“I want to make it clear that we do not believe in the monopoly of power because any governments who (sought) to monopolize power in Afghanistan in the past, were not successful governments,” Suhail Shaheen told the Associated Press.
Shaheen said the Taliban will lay down their weapons when a negotiated government acceptable to all sides in the conflict is installed in Kabul and Ghani’s government is gone.
Shaheen called the talks a good beginning. But he said the government’s repeated demands for a ceasefire while Ghani stayed in power were tantamount to demanding a Taliban surrender. “They don’t want reconciliation, but they want surrendering,” he said.
Before any ceasefire, there must be an agreement on a new government “acceptable to us and to other Afghans,” he said. Then “there will be no war.”
Shaheen said under this new government, women will be allowed to work, go to school, and participate in politics, but will have to wear the hijab, or headscarf. He said women won’t be required to have a male relative with them to leave their home, and that Taliban commanders in newly occupied districts have orders that universities, schools and markets operate as before, including with the participation of women and girls.

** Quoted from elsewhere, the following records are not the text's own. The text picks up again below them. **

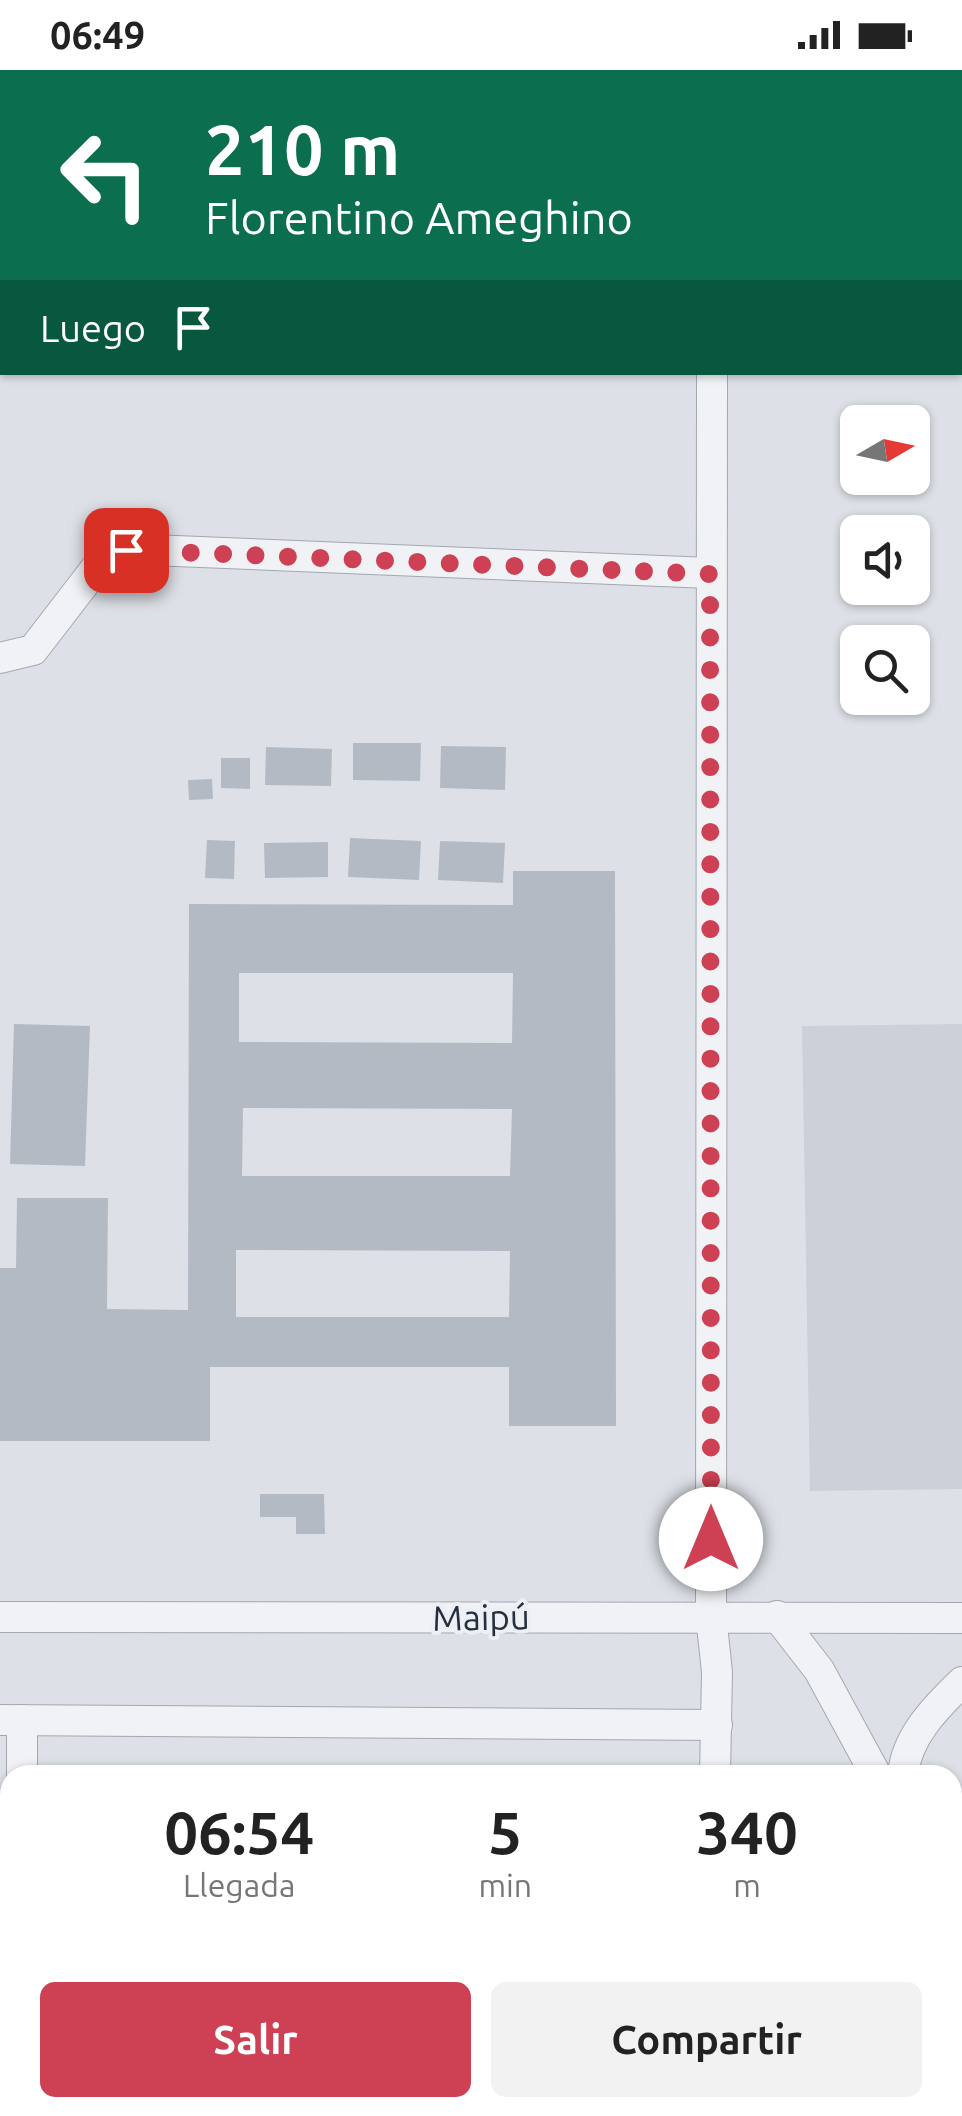 <!DOCTYPE html>
<html lang="es">
<meta charset="utf-8">
<style>
body{margin:0;font-family:Ubuntu,sans-serif;background:#f2f2f2;color:#222;height:100vh;display:flex;flex-direction:column;font-size:38px;white-space:nowrap}
*{box-sizing:border-box;margin:0}
p{font-size:32px;color:#767676}
.icon{flex:none;width:55px;height:55px;fill:none;stroke:currentColor;stroke-width:2;stroke-linecap:round;stroke-linejoin:round}
.map{position:relative;flex:1;overflow:hidden}
.drawer{position:absolute;left:0px;top:1695px;width:962px;height:352px;display:flex;flex-direction:column;background:#fff;border-radius:30px 30px 0 0;box-shadow:0 2px 8px #0004}
.drawer>*{flex:none}
.top-card{position:absolute;left:0px;top:0px;width:962px;height:305px;box-shadow:0 2px 8px #0004;background:#0b6e4f;color:#fff;overflow:hidden}
.needle{width:65px;rotate:81deg}
.tools{position:absolute;left:840px;top:335px;display:grid;gap:20px}
.tools a{display:grid;place-items:center;width:90px;height:90px;border-radius:15px;background:#fff;box-shadow:0 2px 8px #0004;font-size:50px}
.pin{position:absolute;display:grid;place-items:center;width:85px;height:85px;color:#fff;margin:-42px;border-radius:20px;box-shadow:0 5px 15px #0006}
.me{position:absolute;width:110px;margin:-55px;rotate:0deg;stroke-linejoin:round;filter:drop-shadow(0 0 8px #0008)}
.turn{display:flex;align-items:center;gap:35px;height:210px;padding:0 40px;font-size:45px}
.turn .icon{width:130px;height:130px;stroke-width:2.5}
.turn b{display:block;font-size:70px;line-height:85px}
.then{display:flex;align-items:center;height:95px;padding:0 40px;background:#0003;gap:20px;font-size:38px}
.eta{display:flex;justify-content:space-evenly;align-items:center;height:170px;text-align:center}
.eta b{font-size:60px;font-weight:600;line-height:70px}
.action{display:flex;gap:20px;margin-top:auto;padding:20px 40px}
.action a{flex:1;height:115px;border-radius:15px;background:#ce4053;color:#fff;font-size:40px;font-weight:600;line-height:115px;text-align:center}
.action a+a{background:#f2f2f2;color:#222}
.status{display:flex;justify-content:space-between;align-items:center;height:70px;padding:0 50px;background:#fff;direction:ltr}
.status svg{height:28px;fill:currentColor}
.map>svg:first-child{display:block}
.built{fill:#cbd0d9}
.green{fill:#c3d1be}
.building{fill:#b4bac4;fill-rule:evenodd}
.lines{fill:none;stroke-linecap:round;stroke-linejoin:round}
.street-casing{stroke:#a2a8b1;stroke-width:32}
.street{stroke:#f0f2f5;stroke-width:30}
.route{stroke:#ce4053;stroke-width:18;stroke-dasharray:0 32.4}
.labels{text-anchor:middle;stroke-width:8;stroke-linejoin:round;paint-order:stroke}
.street-label{font-size:35px;fill:#262f3e;stroke:#ecf0f5}
</style>
<div class="status"><b>06:49</b><svg viewBox="0 0 49 12"><path d="M0 12V9h3v3zM5 12V6h3v6zM10 12V3h3v9zM15 12V0h3v12zM26 1h20v11H26zM47 4h2v5h-2z"/></svg></div>
<div class="map">
<svg width="962" height="2046" viewBox="0 0 962 2046">
<rect width="100%" height="100%" fill="#dde1e7"/>
<path class="built" d="M 962,954 L 962,1419 L 810,1421 L 802,956 Z"/>
<rect class="green" x="46" y="2038" width="575" height="8"/>
<g class="building">
<path d="M 353,673 L 421,673 L 420,711 L 353,710 Z"/>
<path d="M 441,676 L 506,677 L 505,720 L 440,718 Z"/>
<path d="M 266,677 L 332,679 L 331,716 L 265,715 Z"/>
<path d="M 221,688 L 250,688 L 250,719 L 221,718 Z"/>
<path d="M 212,709 L 213,729 L 189,730 L 188,710 Z"/>
<path d="M 350,768 L 421,771 L 419,810 L 348,807 Z"/>
<path d="M 207,770 L 235,771 L 234,809 L 205,808 Z"/>
<path d="M 440,771 L 505,773 L 503,813 L 438,810 Z"/>
<path d="M 328,772 L 328,807 L 265,808 L 264,773 Z"/>
<path d="M 513,801 L 615,801 L 616,1356 L 509,1356 L 509,1297 L 210,1297 L 210,1371 L 0,1371 L 0,1198 L 16,1198 L 17,1128 L 108,1128 L 107,1239 L 188,1240 L 189,834 L 513,835 ZM 239,903 L 513,903 L 512,973 L 239,972 ZM 243,1038 L 512,1039 L 510,1106 L 242,1106 ZM 236,1180 L 510,1181 L 509,1247 L 236,1247 Z"/>
<path d="M 14,954 L 90,956 L 85,1096 L 10,1094 Z"/>
<path d="M 260,1424 L 324,1424 L 325,1464 L 296,1464 L 296,1447 L 260,1447 Z"/>
</g>
<g class="lines">
<defs>
<g id="street">
<path d="M 125,0 L 125,2"/>
<path d="M 700,0 L 700,2"/>
<path d="M 712,302 L 711,1546 L 717,1602 L 715,1705"/>
<path d="M 0,588 L 33,580 L 100,493 L 126,479 L 710,503"/>
<path d="M 777,1546 L 819,1600 L 876,1705"/>
<path d="M 0,1547 L 962,1548"/>
<path d="M 0,1650 L 717,1655"/>
<path d="M 22,1705 L 22,1650"/>
<path d="M 903,1705 C 906,1667 936,1637 962,1612"/>
<path d="M 0,1974 L 10,1974"/>
<path d="M 942,2038 L 943,2046"/>
<path d="M 20,2046 L 20,2038"/>
<path d="M 712,2046 L 712,2038"/>
</g>
</defs>
<use href="#street" class="street-casing"/>
<use href="#street" class="street"/>
</g>
<g class="lines">
<path class="route" d="M 126,480 L 710,504 L 711,1469"/>
</g>
<g class="labels">
<g class="street-label">
<text transform="translate(481 1548) rotate(-1)" y="12">Maipú</text>
</g>
</g>
</svg>
<div class="tools">
<a><svg class="needle" viewBox="-14 -14 28 28"><path d="M0-13l5 13h-10z" fill="#e53935"/><path d="M0 13l5-13h-10z" fill="#767676"/></svg></a>
<a><svg class="icon" aria-label="sound" viewBox="0 0 24 24"><path d="M4 9h4l5-4v14l-5-4H4zM17 9q2 3 0 6"/></svg></a>
<a><svg class="icon" aria-label="search" viewBox="0 0 24 24"><circle cx="10" cy="10" r="6"/><path d="M15 15l6 6"/></svg></a>
</div>
<div class="pin" style="left:126px;top:480px;background:#d93025"><svg class="icon" aria-label="arrive" viewBox="0 0 24 24"><path d="M6 21V4h12l-3 4 3 4H6"/></svg></div>
<svg class="me" style="left:711px;top:1469px" viewBox="-20 -20 40 40"><circle r="19" fill="#fff"/><path d="M0-13L10 11 0 6-10 11z" fill="#ce4053"/></svg>
<div class="top-card">
<div class="turn"><svg class="icon" aria-label="left" viewBox="0 0 24 24"><path d="M17 20v-9H6M10 6l-5 5 5 5"/></svg><div><b>210 m</b>Florentino Ameghino</div></div>
<div class="then">Luego<svg class="icon" aria-label="arrive" viewBox="0 0 24 24"><path d="M6 21V4h12l-3 4 3 4H6"/></svg></div>
</div>
<section class="drawer">
<div class="eta">
<div><b>06:54</b><p>Llegada</p></div>
<div><b>5</b><p>min</p></div>
<div><b>340</b><p>m</p></div>
</div>
<div class="action"><a>Salir</a><a>Compartir</a></div>
</section>
</div>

Shaheen said there are no plans to make a military push on Kabul and that the Taliban have so far “restrained” themselves from taking provincial capitals. But he warned they could, given the weapons and equipment they have acquired in newly captured districts. He contended that the majority of the Taliban’s battlefield successes came through negotiations, not fighting.
“Those districts which have fallen to us and the military forces who have joined us ... were through mediation of the people, through talks,” he said. “They (did not fall) through fighting ... it would have been very hard for us to take 194 districts in just eight weeks.”
“You know, no one no one wants a civil war, including me,” said Shaheen.